More on the preservation of large cardinals under class forcing

TL;DR

This paper establishes broad preservation results for large cardinals, specifically extendible and $C^{(n)}$-extendible cardinals, under various class forcing iterations, with applications to principles like Vopenka's and the Ground Axiom.

Contribution

It provides new general preservation theorems for large cardinals under class forcing, extending previous results and applying to diverse forcing scenarios including Easton-support and class iterations.

Findings

Preservation of $C^{(n)}$-extendible cardinals under Easton-support iterations.

Forcing with class iterations can produce many disagreements between universe and HOD.

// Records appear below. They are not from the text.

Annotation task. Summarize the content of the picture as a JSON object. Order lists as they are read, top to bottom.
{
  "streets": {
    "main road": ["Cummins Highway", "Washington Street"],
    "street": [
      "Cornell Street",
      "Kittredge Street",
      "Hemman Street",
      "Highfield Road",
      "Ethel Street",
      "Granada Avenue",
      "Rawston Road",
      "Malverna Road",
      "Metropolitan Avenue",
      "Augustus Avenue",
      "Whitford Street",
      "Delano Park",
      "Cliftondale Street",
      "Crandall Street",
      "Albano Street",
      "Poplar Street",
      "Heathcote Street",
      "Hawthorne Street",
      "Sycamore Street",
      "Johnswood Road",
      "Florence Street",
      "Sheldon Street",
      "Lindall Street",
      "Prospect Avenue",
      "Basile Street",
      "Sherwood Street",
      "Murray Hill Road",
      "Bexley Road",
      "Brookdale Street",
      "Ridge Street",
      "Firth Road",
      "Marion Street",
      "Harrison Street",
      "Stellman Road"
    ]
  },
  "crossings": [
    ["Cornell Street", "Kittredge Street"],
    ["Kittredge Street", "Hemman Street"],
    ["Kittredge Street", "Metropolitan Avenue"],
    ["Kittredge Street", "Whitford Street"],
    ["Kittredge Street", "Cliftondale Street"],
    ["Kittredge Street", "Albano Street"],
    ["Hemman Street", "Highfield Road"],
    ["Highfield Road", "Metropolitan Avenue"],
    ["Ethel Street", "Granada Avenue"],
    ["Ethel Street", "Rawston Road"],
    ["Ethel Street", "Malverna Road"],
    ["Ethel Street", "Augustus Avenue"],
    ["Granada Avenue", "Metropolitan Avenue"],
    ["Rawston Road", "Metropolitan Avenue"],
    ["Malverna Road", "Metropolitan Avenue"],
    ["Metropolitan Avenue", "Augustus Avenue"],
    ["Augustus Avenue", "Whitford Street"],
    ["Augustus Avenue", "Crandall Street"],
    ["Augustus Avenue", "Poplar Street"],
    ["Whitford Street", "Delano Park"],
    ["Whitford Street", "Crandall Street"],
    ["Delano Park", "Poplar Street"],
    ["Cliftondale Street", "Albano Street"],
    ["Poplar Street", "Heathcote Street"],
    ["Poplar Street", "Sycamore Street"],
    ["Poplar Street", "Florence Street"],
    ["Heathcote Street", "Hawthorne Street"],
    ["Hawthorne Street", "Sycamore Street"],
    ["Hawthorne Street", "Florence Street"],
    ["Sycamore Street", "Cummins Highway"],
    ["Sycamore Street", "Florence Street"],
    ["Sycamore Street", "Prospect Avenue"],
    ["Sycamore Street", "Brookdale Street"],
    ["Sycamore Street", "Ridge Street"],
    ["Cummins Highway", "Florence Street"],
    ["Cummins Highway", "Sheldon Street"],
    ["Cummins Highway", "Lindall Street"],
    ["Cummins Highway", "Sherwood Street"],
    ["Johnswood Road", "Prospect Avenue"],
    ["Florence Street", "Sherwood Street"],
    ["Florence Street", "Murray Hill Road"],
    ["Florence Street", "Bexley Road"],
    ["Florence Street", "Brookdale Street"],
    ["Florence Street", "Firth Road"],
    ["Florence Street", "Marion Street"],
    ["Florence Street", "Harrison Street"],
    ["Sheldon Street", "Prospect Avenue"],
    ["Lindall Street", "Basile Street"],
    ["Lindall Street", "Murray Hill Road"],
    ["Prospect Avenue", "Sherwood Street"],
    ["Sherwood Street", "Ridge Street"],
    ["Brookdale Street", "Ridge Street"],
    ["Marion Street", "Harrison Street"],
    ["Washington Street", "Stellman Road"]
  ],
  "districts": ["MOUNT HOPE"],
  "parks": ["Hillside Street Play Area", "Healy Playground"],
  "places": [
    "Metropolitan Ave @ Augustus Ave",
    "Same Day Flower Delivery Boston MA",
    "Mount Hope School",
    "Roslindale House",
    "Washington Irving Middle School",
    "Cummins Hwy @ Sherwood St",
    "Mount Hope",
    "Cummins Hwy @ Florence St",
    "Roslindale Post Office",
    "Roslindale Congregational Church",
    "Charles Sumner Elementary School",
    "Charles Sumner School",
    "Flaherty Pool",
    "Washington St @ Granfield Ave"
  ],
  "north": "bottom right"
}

Consistency of $C^{(n)}$-extendible cardinals with V=HOD and the Ground Axiom.

Abstract

We prove two general results about the preservation of extendible and $C^{(n)}$-extendible cardinals under a wide class of forcing iterations (Theorems 5.4 and 7.5). As applications we give new proofs of the preservation of Vop\v{e}nka's Principle and $C^{(n)}$-extendible cardinals under Jensen's iteration for forcing the GCH, previously obtained by Brooke-Taylor and Tsaprounis, res\-pectively. We prove that $C^{(n)}$-extendible cardinals are preserved by forcing with standard Easton-support iterations for any possible $\Delta_2$-definable behaviour of the power-set function on regular cardinals. We show that one can force proper class-many disagreements between the universe and HOD with respect to the calculation of successors of regular cardinals, while preserving $C^{(n)}$-extendible cardinals. We also show, assuming the GCH, that the class forcing iteration of Cummings-Foreman-Magidor for forcing $\diamondsuit_{\kappa^+}^+$ at every $\kappa$ preserves $C^{(n)}$-extendible cardinals. We give an optimal result on the consistency of weak square principles and $C^{(n)}$-extendible cardinals. In the last section we prove another preservation result for $C^{(n)}$-extendible cardinals under very general (not necessarily definable or weakly homogeneous) class forcing iterations. As applications we prove the consistency of $C^{(n)}$-extendible cardinals with $\rm{V}=\rm{HOD}$, and also with $\mathrm{GA}$ (the Ground Axiom) plus $\mathrm{V}\neq \mathrm{HOD}$, the latter being a strengthening of a result by Hamkins, Reitz and Woodin.